Moving to Web Applications? Don't Forget Bandwidth

FRAMINGHAM (01/28/2000) - Before Millipore Corp. began an upgrade of its ERP system, the maker of purification devices had a lot of plumbing work to take care of.

Network plumbing, that is.

Millipore, based in Bedford, Mass., last month completed an overhaul of its network infrastructure in preparation for a planned switch later this year to Oracle Corp.'s new Web-based enterprise resource planning (ERP) applications.

The $700 million manufacturer is one of the many users that still run Oracle's green-screen, terminal-based ERP software. But new releases of the applications support the Web-based format only with a graphical user interface, which means all of Oracle's users will eventually have to do the kind of migration that Millipore is making.

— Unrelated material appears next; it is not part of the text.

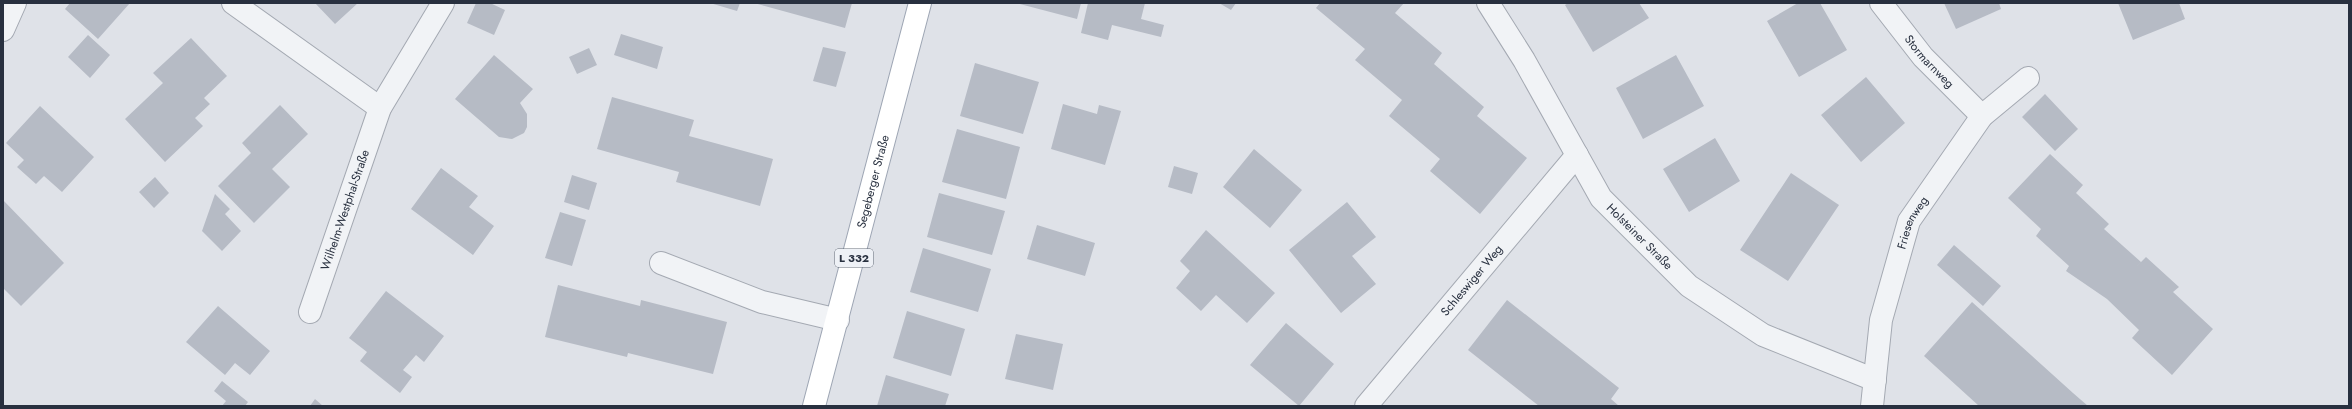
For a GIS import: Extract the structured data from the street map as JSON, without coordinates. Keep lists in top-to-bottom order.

Millipore also plans to centralize its ERP system on a global server that can be accessed from anywhere in the world. But first the performance of its WAN and the LANs used at headquarters and remote offices had to be cranked up.

That's a key piece of the company's strategy for keeping end-user response times from ballooning after the changes are made to the ERP system, said Michael Dapcic, manufacturing business systems manager at Millipore.

With the green-screen applications, users typically get information they're looking for in less than two seconds. "They hit that button, and the screen flashes right back at them," Dapcic said.

To try to keep performance in that range using the Web-enabled, graphical version of the applications, Millipore installed a new Gigabit Ethernet backbone network based on switches from 3Com Corp. at its headquarters. Remote offices were outfitted with Fast Ethernet LANs, also built around 3Com switches, and WAN bandwidth to many of the offices was doubled or even tripled.

"This is all to get ready for the fused environment" with the centralized server and Web-based applications, said Ram Prabhu, Millipore's corporate telecommunications manager. Neither he nor Dapcic would say how much the network upgrade cost.

Even with the power boost over Millipore's old 10M bit/sec. LANs, though, more testing is still needed to make sure everything will work smoothly when Oracle's graphical user interface goes into widespread use.

For example, Dapcic said it took 15 to 20 seconds to process purchasing transactions during tests of a Windows-based version of the graphical user interface that's being given to some of Millipore's users as an interim step.

The project team is still looking for the cause of that slowdown. "We're kind of feeling our way in the dark ourselves in some cases," Dapcic said.

Byron Miller, an analyst at Giga Information Group Inc. in Cambridge, Mass., said Oracle's use of Java in its Web-based client software means network speeds "have to be pretty good if you're going to [run] it over a WAN" because of the time needed to download Java applets over the network.